**Instructions to follow**: Look over the lines below. Report each one that includes the string "Görlitz".

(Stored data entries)
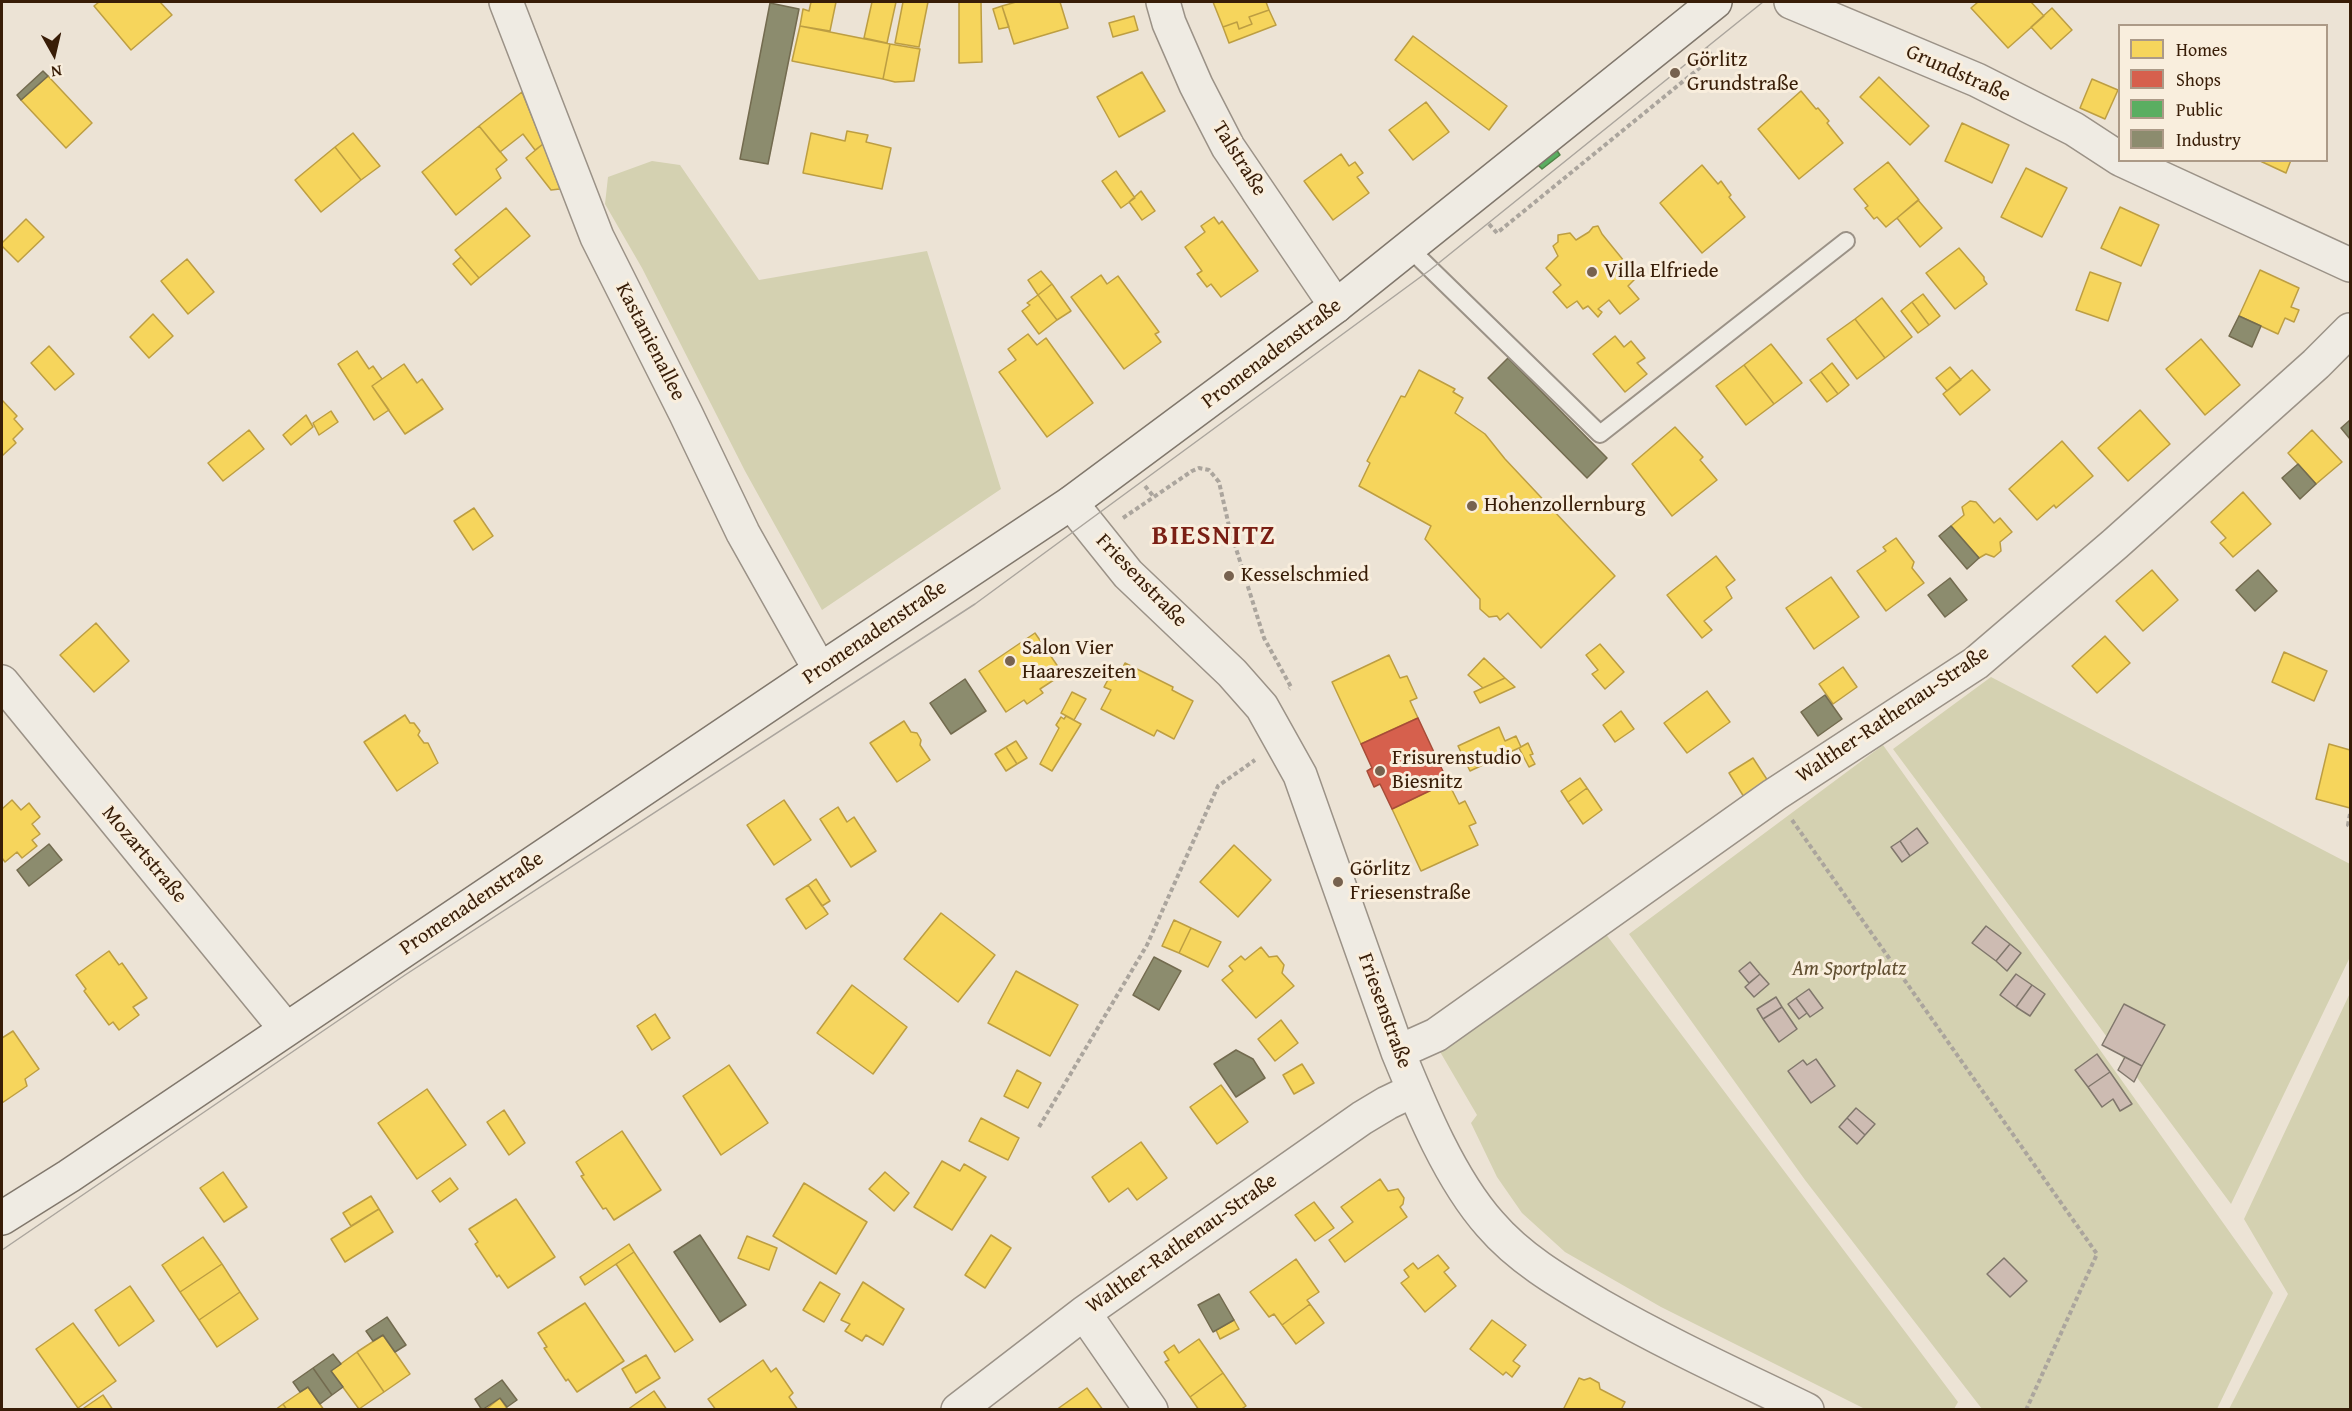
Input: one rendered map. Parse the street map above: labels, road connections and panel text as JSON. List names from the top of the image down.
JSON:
{
  "streets": {
    "street": [
      "Grundstraße",
      "Talstraße",
      "Kastanienallee",
      "Promenadenstraße",
      "Friesenstraße",
      "Walther-Rathenau-Straße",
      "Mozartstraße"
    ]
  },
  "crossings": [
    ["Talstraße", "Promenadenstraße"],
    ["Kastanienallee", "Promenadenstraße"],
    ["Promenadenstraße", "Friesenstraße"],
    ["Promenadenstraße", "Mozartstraße"],
    ["Friesenstraße", "Walther-Rathenau-Straße"]
  ],
  "districts": ["BIESNITZ"],
  "parks": ["Am Sportplatz"],
  "places": [
    "Görlitz Grundstraße",
    "Villa Elfriede",
    "Hohenzollernburg",
    "Kesselschmied",
    "Salon Vier Haareszeiten",
    "Frisurenstudio Biesnitz",
    "Görlitz Friesenstraße"
  ],
  "legend": [
    "Homes",
    "Shops",
    "Public",
    "Industry"
  ],
  "north": "bottom"
}
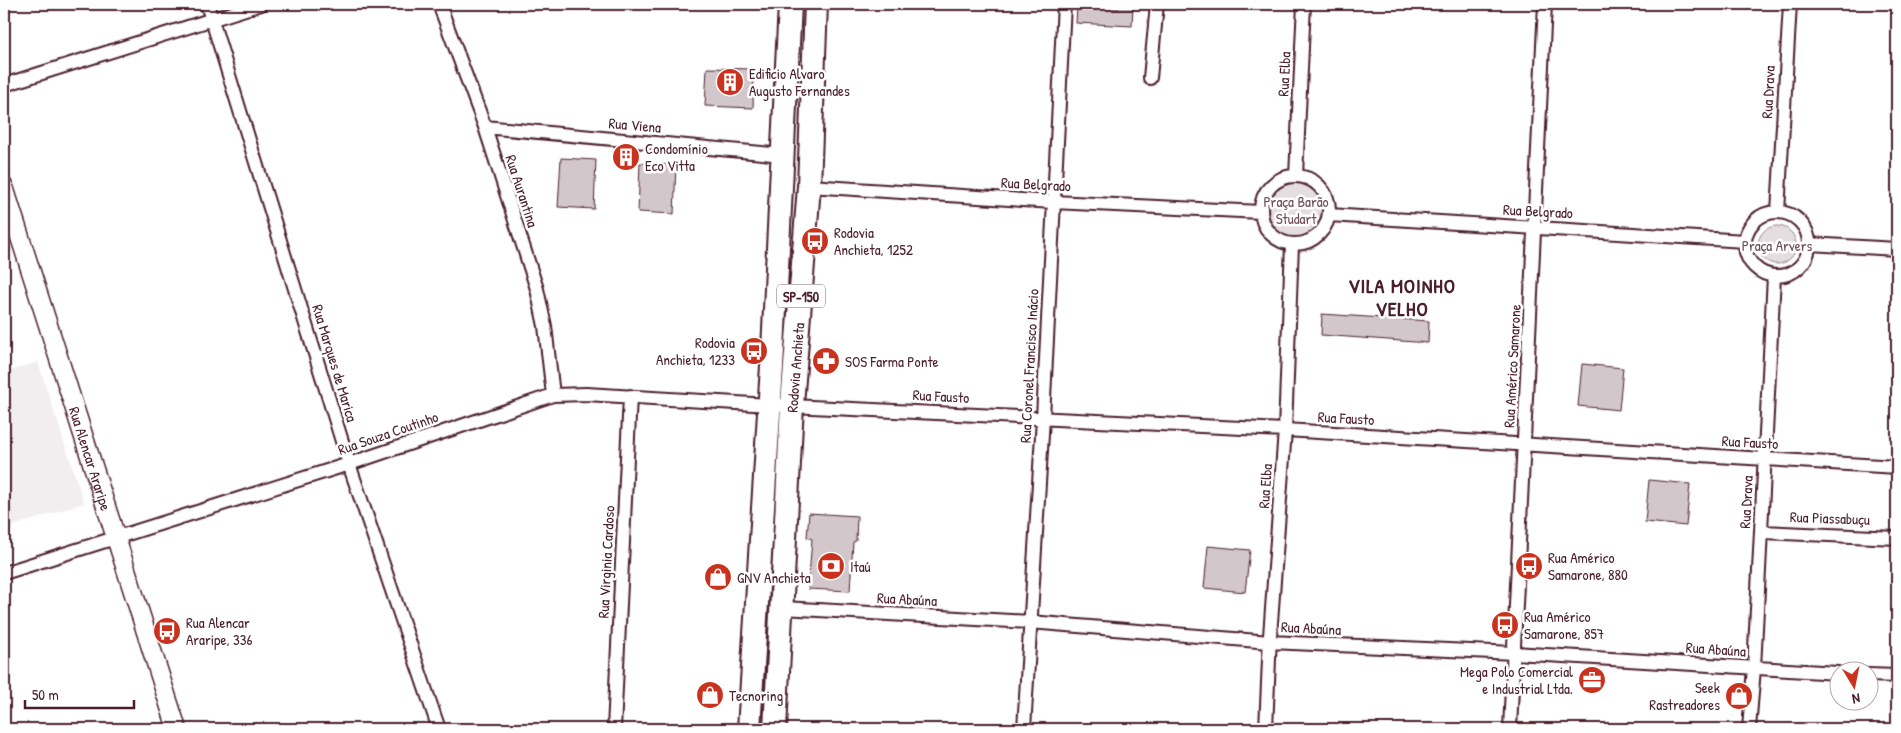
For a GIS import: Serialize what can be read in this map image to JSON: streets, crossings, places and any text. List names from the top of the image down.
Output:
{
  "streets": {
    "highway": ["SP-150", "Rodovia Anchieta"],
    "street": [
      "Rua Elba",
      "Rua Drava",
      "Rua Viena",
      "Rua Belgrado",
      "Rua Aurantina",
      "Rua Marques de Marica",
      "Rua Coronel Francisco Inácio",
      "Rua Américo Samarone",
      "Rua Fausto",
      "Rua Souza Coutinho",
      "Rua Alencar Araripe",
      "Rua Piassabuçu",
      "Rua Virginia Cardoso",
      "Rua Abaúna"
    ]
  },
  "crossings": [
    ["Rua Elba", "Rua Belgrado"],
    ["Rua Elba", "Rua Fausto"],
    ["Rua Elba", "Rua Abaúna"],
    ["Rua Drava", "Rua Belgrado"],
    ["Rua Drava", "Rua Fausto"],
    ["Rua Drava", "Rua Piassabuçu"],
    ["Rua Drava", "Rua Abaúna"],
    ["Rua Viena", "Rua Aurantina"],
    ["Rua Viena", "Rodovia Anchieta"],
    ["Rua Belgrado", "Rodovia Anchieta"],
    ["Rua Belgrado", "Rua Coronel Francisco Inácio"],
    ["Rua Belgrado", "Rua Américo Samarone"],
    ["Rua Aurantina", "Rua Souza Coutinho"],
    ["Rua Marques de Marica", "Rua Souza Coutinho"],
    ["Rodovia Anchieta", "Rua Fausto"],
    ["Rodovia Anchieta", "Rua Souza Coutinho"],
    ["Rodovia Anchieta", "Rua Abaúna"],
    ["Rua Coronel Francisco Inácio", "Rua Fausto"],
    ["Rua Coronel Francisco Inácio", "Rua Abaúna"],
    ["Rua Américo Samarone", "Rua Fausto"],
    ["Rua Américo Samarone", "Rua Abaúna"],
    ["Rua Fausto", "Rua Souza Coutinho"],
    ["Rua Souza Coutinho", "Rua Alencar Araripe"],
    ["Rua Souza Coutinho", "Rua Virginia Cardoso"]
  ],
  "districts": ["VILA MOINHO VELHO"],
  "parks": ["Praça Barão Studart", "Praça Arvers"],
  "places": {
    "building": ["Edificio Alvaro Augusto Fernandes", "Condomínio Eco Vitta"],
    "bus stop": [
      "Rodovia Anchieta, 1252",
      "Rodovia Anchieta, 1233",
      "Rua Américo Samarone, 880",
      "Rua Américo Samarone, 857",
      "Rua Alencar Araripe, 336"
    ],
    "pharmacy": ["SOS Farma Ponte"],
    "bank": ["Itaú"],
    "shop": ["GNV Anchieta", "Tecnoring", "Seek Rastreadores"],
    "office": ["Mega Polo Comercial e Industrial Ltda."]
  },
  "scale_bar": "50 m",
  "north": "bottom"
}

**Answer**:
    "Görlitz Grundstraße",
    "Görlitz Friesenstraße"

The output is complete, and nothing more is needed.